The widely anticipated move is not expected to cause a dramatic investment outflow from Malaysia because foreign funds are already severely underweight and in most cases below the anticipated new weighting, analysts said.

Nevertheless, sentiment is already grim due to lower corporate earnings, an economic slowdown and worries about a currency devaluation, and the weighting is rattling investor nerves on the Kuala Lumpur Stock Exchange.

The key Composite Index of 100 blue chip stocks on Tuesday finished down 0.9 percent at 561.6 points, the lowest level in just over one month. The MSCI announcement is scheduled for Saturday and is part of a move to gradually adjust its global indices to a free-float weighting system.
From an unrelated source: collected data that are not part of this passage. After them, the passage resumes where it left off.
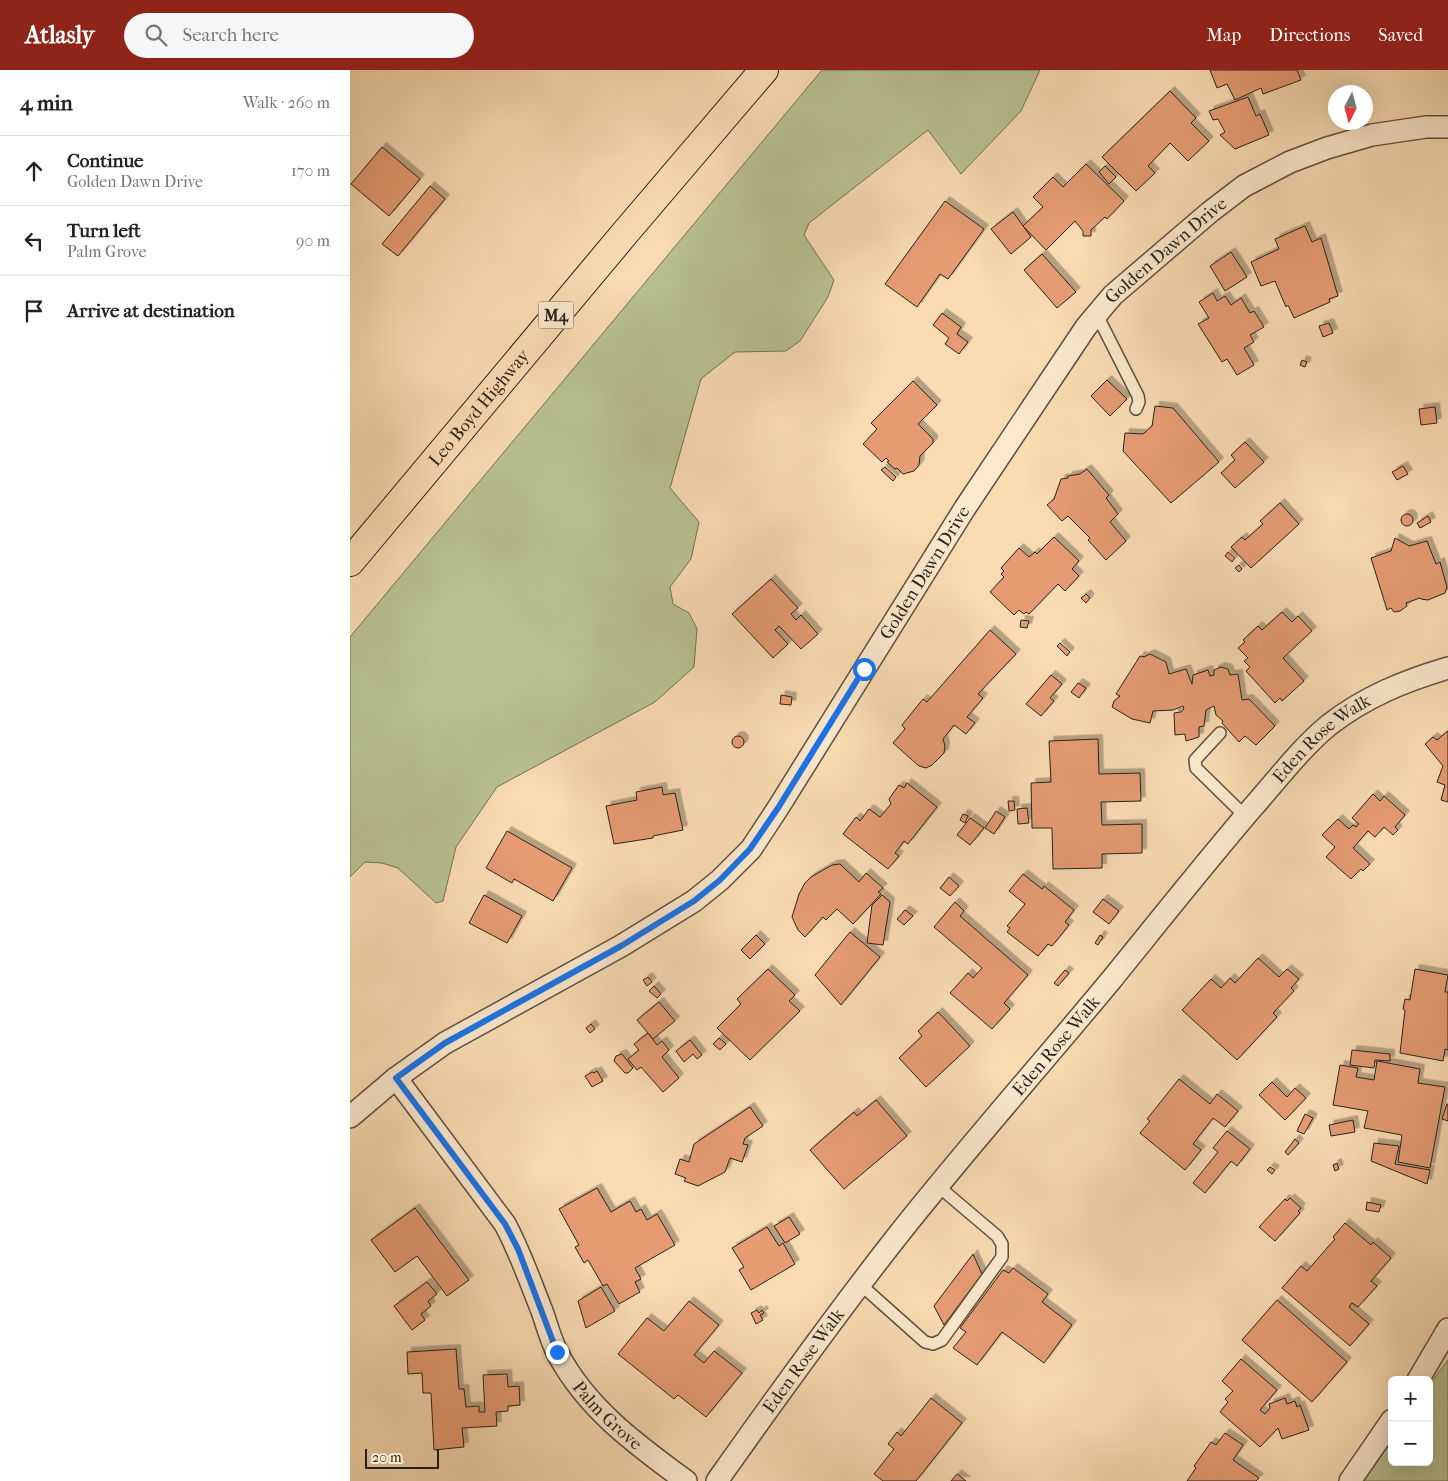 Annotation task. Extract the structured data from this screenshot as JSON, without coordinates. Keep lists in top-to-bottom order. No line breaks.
{"streets":{"main road":["M4","Leo Boyd Highway"],"street":["Golden Dawn Drive","Eden Rose Walk","Palm Grove"]},"crossings":[["Golden Dawn Drive","Palm Grove"]],"scale_bar":"20 m","north":"bottom","page":{"header":"Atlasly","search":"Search here","nav":["Map","Directions","Saved"],"heading":["4 min","Walk · 260 m"],"list":[["Continue","Golden Dawn Drive","170 m"],["Turn left","Palm Grove","90 m"],"Arrive at destination"],"map_buttons":["+","−"],"scale":"20 m"}} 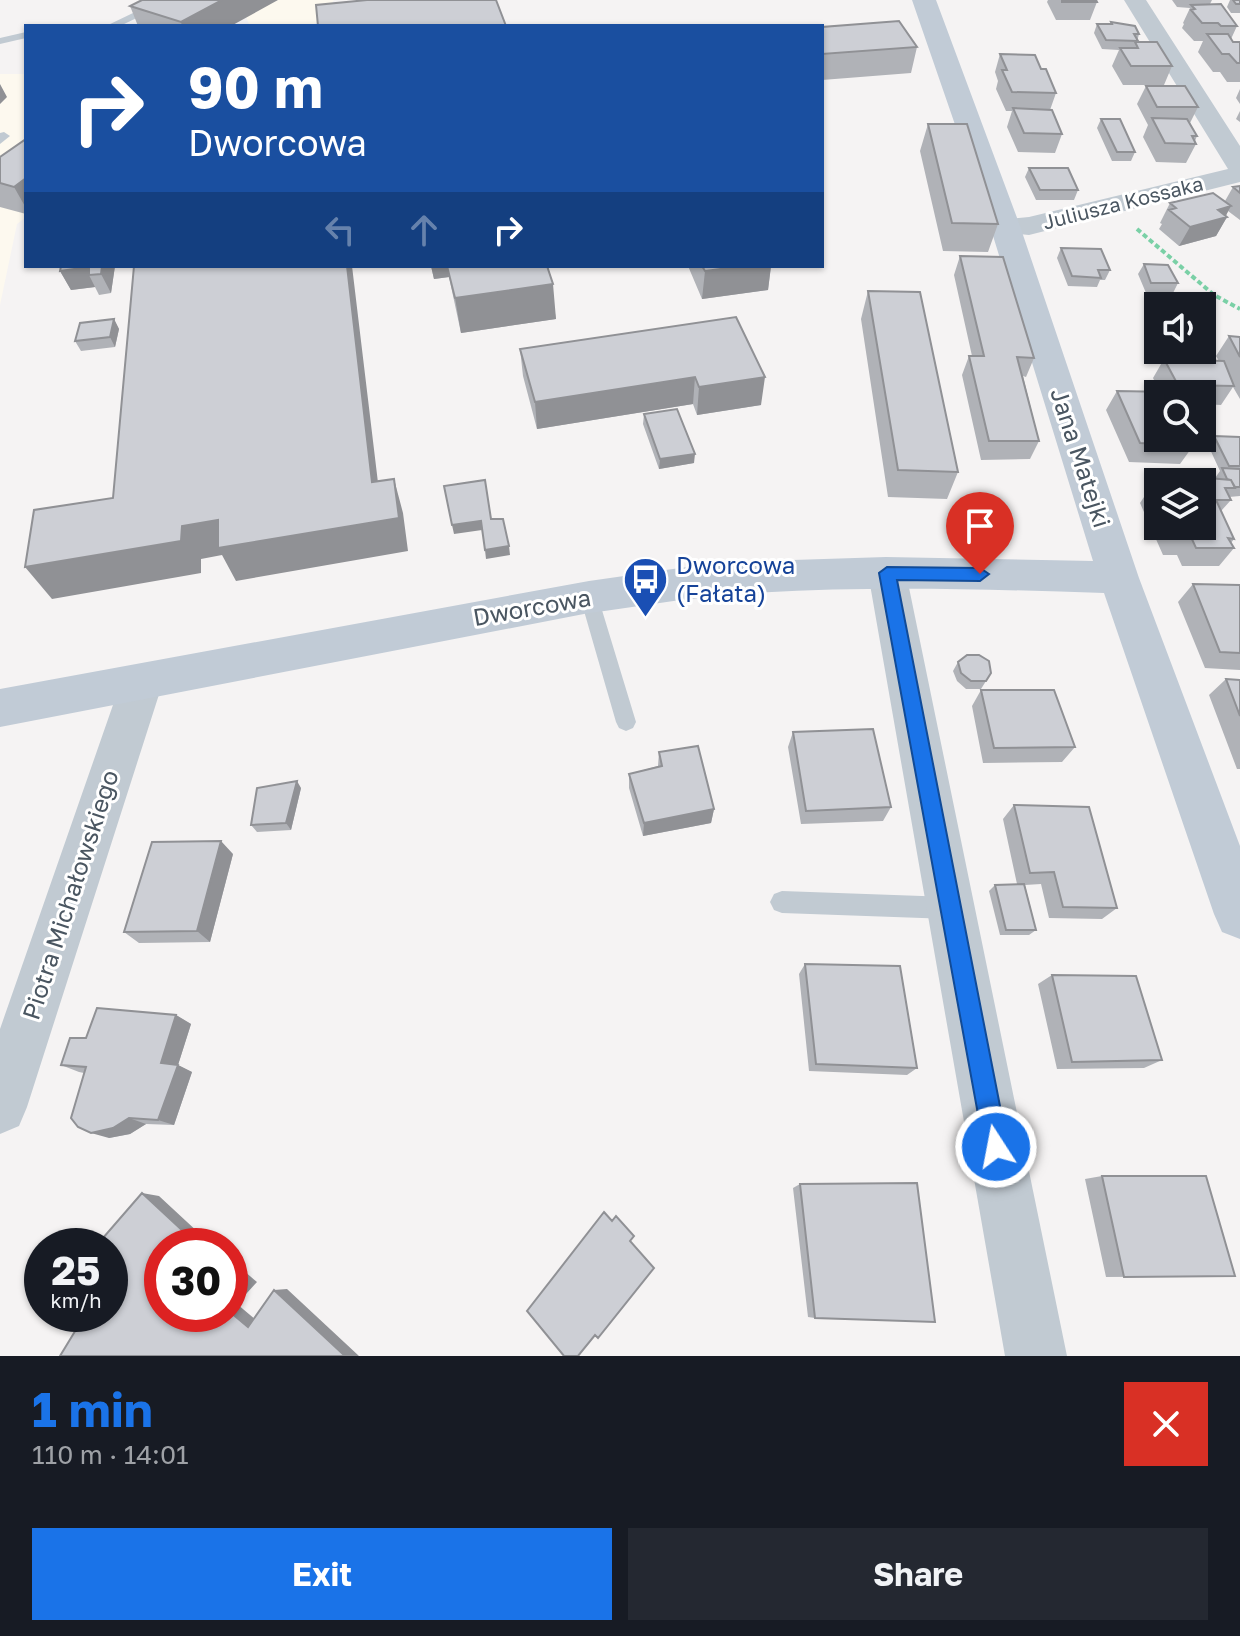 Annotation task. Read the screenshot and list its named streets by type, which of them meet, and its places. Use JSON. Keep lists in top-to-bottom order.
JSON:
{
  "streets": {
    "street": [
      "Juliusza Kossaka",
      "Jana Matejki",
      "Dworcowa",
      "Piotra Michałowskiego"
    ]
  },
  "crossings": [
    ["Juliusza Kossaka", "Jana Matejki"],
    ["Jana Matejki", "Dworcowa"],
    ["Dworcowa", "Piotra Michałowskiego"]
  ],
  "places": {
    "bus stop": ["Dworcowa (Fałata)"]
  },
  "page": {
    "turn": ["90 m", "Dworcowa"],
    "speed": "25 km/h",
    "limit": "30",
    "heading": ["1 min", "110 m · 14:01"],
    "buttons": ["Exit", "Share"]
  }
} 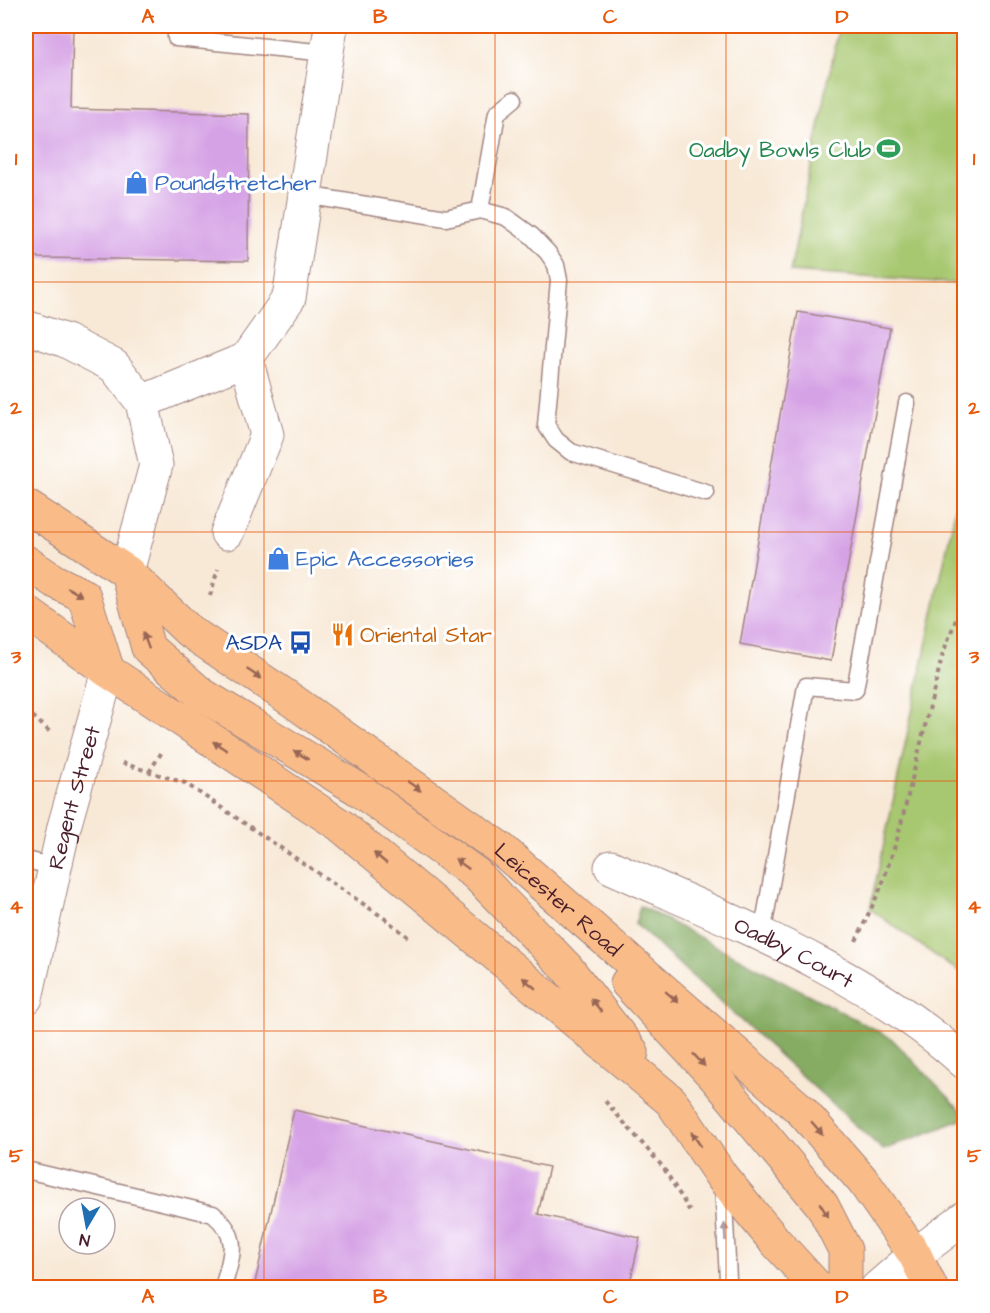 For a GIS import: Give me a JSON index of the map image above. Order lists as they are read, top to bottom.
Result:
{
  "streets": {
    "highway": ["Leicester Road"],
    "street": ["Regent Street", "Oadby Court"]
  },
  "places": {
    "sports": ["Oadby Bowls Club"],
    "shop": ["Poundstretcher", "Epic Accessories"],
    "restaurant": ["Oriental Star"],
    "bus stop": ["ASDA"]
  },
  "north": "bottom",
  "grid": {
    "columns": [
      "A",
      "B",
      "C",
      "D"
    ],
    "rows": [
      "1",
      "2",
      "3",
      "4",
      "5"
    ]
  }
}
The changes have huge implications. MSCI estimates $500 billion in global funds are directly linked with its indices and $3 trillion are benchmarked against them.

Malaysia, along with Hong Kong, is expected to be the hardest hit in the region by the changes, Deutsche Bank said earlier this week.

Analysts polled by Dow Jones Newswires expect Morgan Stanley to reweigh Malaysia in its close-tracked MSCI All Countries Far East Free ex-Japan index to between 4 percent and 5 percent from 8.9 percent, where the weighting stood on April 30.

``Malaysia will be significantly affected but the actual impact should be minimal given that most funds are probably well below that already,'' said Chehan Perera, deputy head of research at ABN Amro Asia Equities Research in Kuala Lumpur.

``The move is well-anticipated and lots of people have already sold down but in an environment where sentiment is bad, this could make it worse,'' said Terence Wong, head of research at Straits G.K. Goh Research.

Included in sweeping changes to its indices, MSCI will publish the full list of constituents and their inclusion factors for the MSCI Provisional Index Series, a new set of indices it will begin calculating and publishing May 31.

This new series, which includes a measure of free-floating stock, or the volume of publicly held shares available to investors, will run in tandem with existing indices based on full market capitalization. The new system will be phased in over two stages on Nov. 30, 2001 and May 31, 2002.

Hurting Malaysia is the relatively low amount of free-floating stock available in some of the country's biggest listed companies, including Telekom Malaysia Bhd. and Tenaga Nasional Bhd. which are largely controlled by the government.

Fund sentiment on Malaysia is already negative. A Dow Jones Newswires Asia poll in April ranked Malaysia just above Indonesia, the most underweight country in the region.